Teenagers are again euphorically embracing revolution, literally toppling statues in joyful Black Lives Matter protest and skipping school to protest climate change.

Meanwhile, the widespread use of social media in itself can produce a hive mind effect. Although social media was intended to support free speech and allow anyone to share their opinion, the effect of a Twitter pile-on can be to crush nuance, doubt or divergence. Commentators, such as Gavin Haynes, have highlighted the resulting purity spirals in which nobody can stand alone.

Film poster with wide eyed child.
Film poster for Village of the Damned (1960). Wikimedia

For the first time since the end of the Cold War, we are also seeing blunt power on a global stage – similar to that Wyndham knew. Communist China has clamped down hard on its people, disregarded individual freedom and appears to have largely got past COVID-19. By contrast, in the USA, activists protest for their rights and coronavirus continues to rage.

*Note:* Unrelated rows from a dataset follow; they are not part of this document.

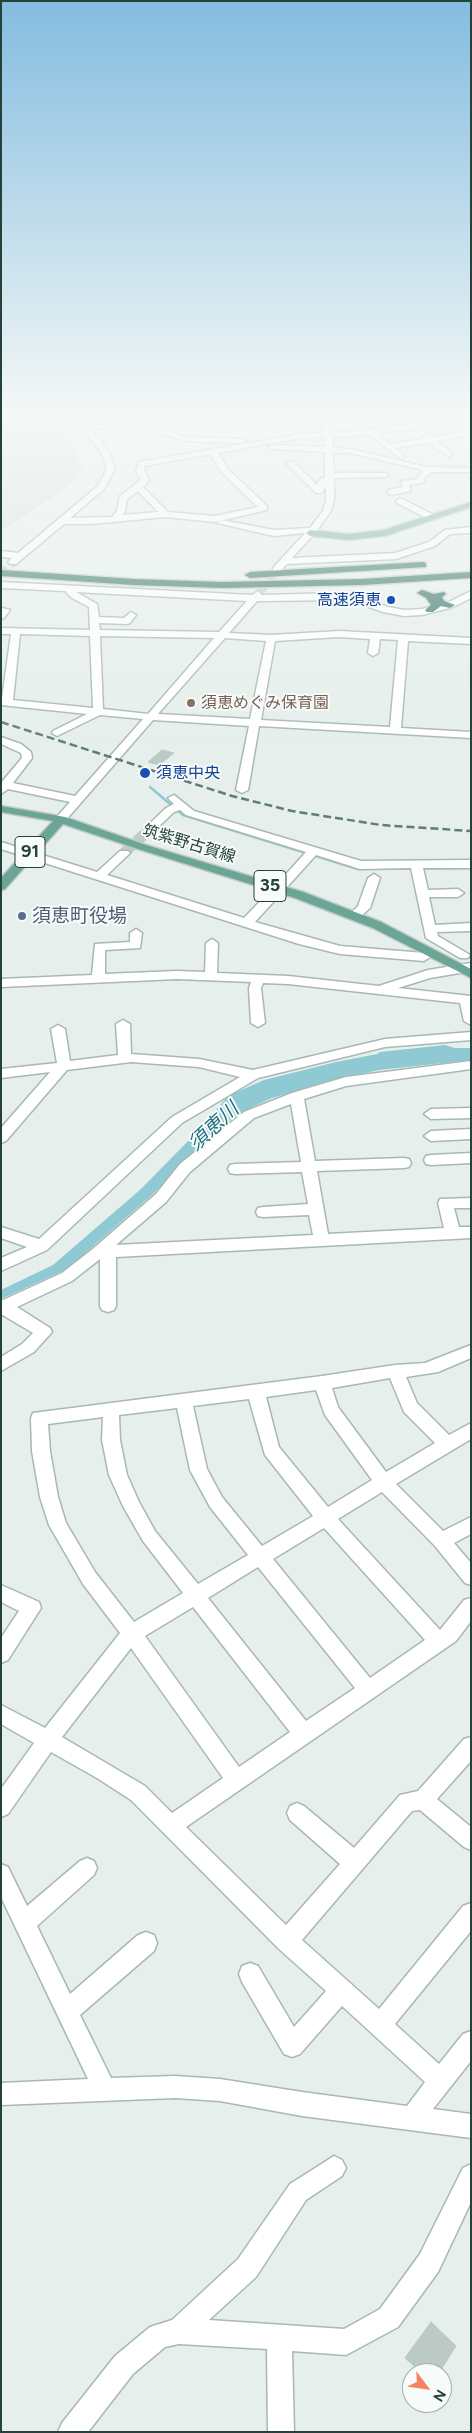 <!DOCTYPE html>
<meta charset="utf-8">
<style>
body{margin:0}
#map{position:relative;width:472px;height:2433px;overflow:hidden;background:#e6efeb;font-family:Figtree,sans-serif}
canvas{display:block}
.frame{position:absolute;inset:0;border:2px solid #24423a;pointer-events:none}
.north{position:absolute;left:402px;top:2363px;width:50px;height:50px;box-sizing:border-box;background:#f7fbf9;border:1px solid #a3b1ad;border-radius:50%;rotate:121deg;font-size:14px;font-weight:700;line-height:20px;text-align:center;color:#24423a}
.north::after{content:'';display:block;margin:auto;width:18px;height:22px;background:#f4845f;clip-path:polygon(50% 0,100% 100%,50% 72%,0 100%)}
</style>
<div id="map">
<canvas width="472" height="2433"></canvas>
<div class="frame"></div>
<div class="north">N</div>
</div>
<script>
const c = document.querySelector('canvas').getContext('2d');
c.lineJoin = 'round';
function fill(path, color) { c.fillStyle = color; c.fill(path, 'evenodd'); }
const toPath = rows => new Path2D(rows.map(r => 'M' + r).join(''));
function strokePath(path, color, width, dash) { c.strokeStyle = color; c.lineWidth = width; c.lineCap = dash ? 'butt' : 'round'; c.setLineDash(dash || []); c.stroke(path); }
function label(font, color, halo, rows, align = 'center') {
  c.font = font + ' Figtree,"Noto Sans JP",sans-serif'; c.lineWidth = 4; c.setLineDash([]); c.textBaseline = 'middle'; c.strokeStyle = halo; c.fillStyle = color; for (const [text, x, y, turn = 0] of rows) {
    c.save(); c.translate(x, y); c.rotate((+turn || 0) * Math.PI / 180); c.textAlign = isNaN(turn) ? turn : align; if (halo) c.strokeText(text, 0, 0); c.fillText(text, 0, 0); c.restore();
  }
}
const built = toPath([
 [54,418,64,429,83,471,69,486,1,531,1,420,11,422]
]);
const green = toPath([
 [282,411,309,411,317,421,296,424]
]);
const water = toPath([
 [445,1045,455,1048,471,1048,471,1060,379,1070,343,1078,272,1098,239,1113,204,1143,153,1194,67,1269,1,1299,1,1290,53,1265,141,1189,193,1136,228,1096,264,1080,336,1062,377,1054,380,1052]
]);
const stream = toPath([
 [150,787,183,815,358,869,471,868]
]);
const building = toPath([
 [162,750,174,753,159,765,148,762,162,750],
 [431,2322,456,2346,439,2373,422,2373,405,2358,431,2322]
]);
const minorTunnelFar1 = toPath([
 [1,575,13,562],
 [260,591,276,570]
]);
const minorTunnel = toPath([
 [124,853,148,831]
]);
const minor = toPath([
 [68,411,76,411,87,425,141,423,187,437,242,439,246,441,242,443,186,441,140,427,91,429,109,452,115,469,104,489,70,518,112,517,117,511,120,496,141,480,136,470,139,462,300,434,323,433,319,422,310,411,318,411,327,422,331,432,364,431,367,428,372,430,471,415,471,419,377,434,390,444,423,439,422,437,426,435,431,437,471,431,471,435,437,441,451,452,451,456,448,456,428,443,395,448,405,457,401,459,369,435,333,437,333,448,350,449,427,467,471,468,471,472,432,472,426,476,423,483,409,485,411,491,391,495,387,492,388,490,403,487,401,481,417,479,423,470,350,453,333,453,334,473,385,473,389,475,385,477,334,478,334,500,331,511,316,532,292,558,395,553,429,542,445,530,471,527,471,533,450,534,435,546,396,559,287,564,279,572,273,572,273,568,305,533,274,536,217,523,221,520,274,530,310,528,323,511,326,500,326,485,322,493,316,493,286,463,293,461,317,485,320,479,325,478,325,452,272,449,268,447,272,445,325,447,325,437,300,438,218,453,228,469,267,506,267,510,215,522,165,517,92,524,64,524,16,564,10,564,8,562,12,558,1,557,1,551,18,553,98,486,107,469,101,452,68,411],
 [210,454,222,473,258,507,215,516,168,512,143,487,149,480,144,470,145,466,210,454],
 [138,491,158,512,122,515,125,512,127,499,138,491],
 [154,411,190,411,186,413,121,418,117,416,121,414,154,411],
 [407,411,416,411,421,415,396,422,392,420,411,414,407,411],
 [400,498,434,515,435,517,428,519,397,503,396,501,400,498],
 [1,582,252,595,258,591,262,595,336,593,353,595,388,607,404,610,422,609,447,603,471,591,471,598,453,607,422,615,404,616,383,612,349,600,257,601,229,633,271,635,339,631,471,638,471,644,408,641,401,728,471,732,471,738,259,726,248,790,242,793,236,790,249,726,153,720,65,821,57,821,55,819,70,802,8,789,1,794,1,783,22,758,21,753,1,744,1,737,21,744,31,752,32,758,13,783,75,796,143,719,100,715,57,736,52,733,53,731,87,714,1,705,11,634,1,634,1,628,90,630,89,607,72,598,65,591,1,588,1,582],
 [76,592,247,601,219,632,100,630,99,623,127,624,130,623,136,615,131,612,124,618,99,617,97,604,76,592],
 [20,634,90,636,93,708,13,700,20,634],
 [100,636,214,638,148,714,103,709,100,636],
 [339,637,370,639,368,653,373,656,378,653,380,639,398,640,390,727,261,720,275,641,339,637],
 [225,638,266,641,250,719,158,714,225,638],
 [2,608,10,610,4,618,1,619,2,608],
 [174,795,194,811,361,861,471,860,471,868,423,868,428,890,458,889,464,893,458,897,429,897,435,925,471,923,471,931,437,932,438,936,470,955,468,958,460,958,426,938,411,868,360,869,316,855,288,886,284,887,278,883,306,852,186,815,180,810,174,812,152,833,144,833,144,829,166,808,174,804,168,798,174,795],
 [1,842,97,872,120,851,128,851,130,853,128,855,107,875,244,918,268,893,276,893,278,896,276,899,255,922,340,946,424,953,430,957,424,961,340,954,299,944,1,849,1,842],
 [374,874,380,878,370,908,359,918,351,918,349,915,358,906,368,878,374,874],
 [136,929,142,933,140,948,105,950,105,974,177,971,205,972,206,943,212,939,218,943,217,973,288,976,379,986,428,970,471,963,471,971,430,978,398,988,471,996,471,1025,464,1021,460,1003,288,984,263,983,261,988,265,1023,258,1027,251,1023,249,988,251,982,177,979,1,987,1,979,92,975,95,944,130,942,130,933,136,929],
 [123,1020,130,1024,131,1054,199,1059,253,1070,385,1039,471,1032,471,1040,385,1047,258,1078,182,1123,47,1250,1,1271,1,1258,27,1247,1,1238,1,1227,39,1239,172,1117,240,1077,199,1067,131,1062,67,1070,6,1141,1,1143,1,1128,50,1072,1,1078,1,1069,57,1063,51,1029,58,1025,65,1029,70,1061,118,1055,116,1024,123,1020],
 [471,1061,471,1069,346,1086,304,1099,315,1161,404,1158,409,1159,411,1163,409,1167,404,1168,317,1171,328,1234,444,1228,438,1203,440,1199,471,1198,471,1208,454,1208,459,1227,471,1227,471,1238,116,1257,116,1306,114,1310,108,1312,102,1310,100,1306,100,1259,72,1281,17,1307,50,1328,52,1332,34,1352,1,1371,1,1357,22,1344,33,1333,1,1314,1,1301,62,1273,94,1248,156,1194,180,1164,244,1112,292,1093,346,1077,471,1061],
 [291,1104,301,1162,235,1164,230,1165,228,1169,230,1173,235,1174,302,1172,308,1204,263,1207,258,1208,256,1212,258,1216,263,1217,309,1215,313,1235,116,1245,166,1202,190,1172,254,1118,291,1104],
 [471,1108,471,1118,431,1119,424,1114,431,1109,471,1108],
 [471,1129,471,1139,431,1141,424,1136,431,1131,471,1129],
 [471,1153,471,1163,431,1165,426,1164,424,1160,426,1156,431,1155,471,1153],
 [471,1345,471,1358,438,1372,406,1377,417,1403,449,1435,471,1423,471,1439,396,1484,443,1531,471,1517,471,1534,454,1543,471,1563,471,1585,465,1583,435,1546,382,1492,338,1519,440,1630,464,1600,471,1598,471,1621,456,1641,186,1827,286,1925,340,1864,290,1820,287,1813,290,1806,297,1803,304,1806,354,1848,400,1795,418,1791,464,1739,471,1737,471,1761,437,1799,471,1827,471,1850,464,1847,420,1810,412,1811,302,1940,379,2009,463,1906,471,1903,471,1931,395,2024,439,2064,463,2034,471,2031,471,2061,433,2109,471,2114,471,2138,302,2116,220,2101,175,2098,1,2105,1,2083,88,2079,1,1897,1,1864,8,1867,27,1906,80,1861,87,1858,94,1861,97,1868,94,1875,37,1926,70,1994,138,1935,146,1932,154,1935,157,1943,154,1951,80,2015,111,2078,175,2076,220,2079,302,2092,407,2106,425,2082,342,2006,300,2054,292,2057,284,2054,242,1982,239,1974,242,1966,250,1963,258,1966,294,2027,326,1991,279,1949,131,1800,97,1778,51,1752,8,1814,1,1817,1,1789,34,1743,1,1724,1,1705,45,1728,120,1633,83,1584,49,1525,40,1497,32,1451,31,1418,33,1413,322,1376,395,1365,425,1363,471,1345],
 [390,1378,404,1412,435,1443,386,1472,338,1407,332,1388,390,1378],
 [316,1390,325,1415,372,1480,328,1507,279,1447,266,1397,316,1390],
 [249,1399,265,1455,313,1516,262,1546,222,1497,207,1469,193,1406,249,1399],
 [177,1408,190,1470,210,1507,248,1555,198,1584,155,1531,139,1502,127,1475,120,1440,119,1415,177,1408],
 [103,1417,102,1440,109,1475,123,1506,143,1541,183,1593,134,1622,95,1572,66,1523,58,1497,50,1451,48,1424,103,1417],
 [324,1528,425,1640,370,1678,273,1559,324,1528],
 [258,1567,355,1688,306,1721,208,1598,258,1567],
 [193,1607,290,1732,239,1767,145,1636,193,1607],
 [131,1648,223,1778,172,1813,145,1786,62,1737,131,1648],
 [1,1585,39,1602,41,1608,8,1660,1,1663,1,1638,19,1611,1,1602,1,1585],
 [334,2156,342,2160,346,2168,342,2176,306,2200,256,2277,209,2320,344,2329,380,2309,420,2254,463,2168,471,2164,471,2202,438,2272,398,2327,346,2355,292,2351,294,2432,268,2432,267,2349,179,2344,165,2347,133,2374,88,2432,58,2432,62,2423,115,2356,150,2327,172,2320,238,2259,290,2184,334,2156]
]);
const major = toPath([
 [471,502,471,507,385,536,349,540,310,536,306,533,310,530,349,534,384,530,471,502],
 [1,806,65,817,146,845,303,892,381,922,471,969,471,978,373,928,295,898,138,849,63,824,5,889,1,890,1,878,53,821,1,812,1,806]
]);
const highway = toPath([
 [423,562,426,563,426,567,250,578,245,575,250,572,423,562],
 [1,570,134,579,222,582,362,579,471,572,471,578,362,585,222,588,134,585,1,576,1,570],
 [422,590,434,594,444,592,446,594,442,597,444,601,455,605,450,608,441,606,433,612,427,612,425,610,431,605,426,598,417,593,422,590]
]);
const rail = toPath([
 [1,722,232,796,292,811,381,825,471,831]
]);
const markers = [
 [391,600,5,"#1a4fb4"],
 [191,703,5,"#8d6e63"],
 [145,773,6,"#1a4fb4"],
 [22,916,5,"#5c6f8a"]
];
const farTransitnames = [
 ["高速須恵",381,600],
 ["須恵中央",156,773,"left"]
];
const farEducationnames = [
 ["須恵めぐみ保育園",201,703]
];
const farStreetnames = [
 ["筑紫野古賀線",189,844,17]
];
const shields = [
 [30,852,30],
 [270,886,32]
];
const shieldNames = [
 ["91",30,852],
 ["35",270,886]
];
const serviceNames = [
 ["須恵町役場",32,916]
];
const waterNames = [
 ["須恵川",214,1127,-43]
];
fill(built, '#d4dfda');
fill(green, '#bfe0c8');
fill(water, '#8ec9d4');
strokePath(stream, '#8ec9d4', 2.5);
fill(building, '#bbcac4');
strokePath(building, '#b8c9c2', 1);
strokePath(minorTunnelFar1, '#bfccc8', 9, [9, 4.5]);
strokePath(minorTunnel, '#bfccc8', 11, [11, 5.5]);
strokePath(minor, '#a8b8b2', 3);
strokePath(major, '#c2cac8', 3);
strokePath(highway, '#c2cac8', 3);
fill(minor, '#fff');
fill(major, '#6aa596');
fill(highway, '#2f6f62');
strokePath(rail, '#5f7d75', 2.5, [8, 4]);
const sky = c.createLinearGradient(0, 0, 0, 752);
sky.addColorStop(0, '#84bce0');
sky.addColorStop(0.55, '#f4f8f6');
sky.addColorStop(1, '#f4f8f600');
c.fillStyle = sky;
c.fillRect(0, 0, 472, 752);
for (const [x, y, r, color] of markers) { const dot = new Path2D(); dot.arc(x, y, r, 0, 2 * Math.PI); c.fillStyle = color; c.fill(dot); strokePath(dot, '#f7fbf9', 2); }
label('16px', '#164399', '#f7fbf9', farTransitnames, 'right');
label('16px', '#785e54', '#f7fbf9', farEducationnames, 'left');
label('16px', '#24423a', '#f7fbf9', farStreetnames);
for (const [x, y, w] of shields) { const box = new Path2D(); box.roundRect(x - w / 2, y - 15.5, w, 31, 4); c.fillStyle = '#f7fbf9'; c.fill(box); strokePath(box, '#24423a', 1); }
label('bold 18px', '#24423a', null, shieldNames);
label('19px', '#4e5e75', '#f7fbf9', serviceNames, 'left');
label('italic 20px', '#1c6f80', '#f7fbf9', waterNames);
</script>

Both the single-minded power of the Chinese state and the collective force of an online horde echo the strength of the Midwich aliens versus the fragmented, conflicted arguments of the humans opposing them. The aliens’ power was that they were not individuals – they were parts of a single entity with a single idea – to survive. As in Wyndham’s time, we again face a real contrast between individualism and groupthink.

Once again, an older generation is disturbed by a sudden change in a new and powerful generation so unexpected that it begs the question: can these really be our offspring? In short, changelings are not terrifying because they are aliens. Changelings are terrifying because they are truly our children.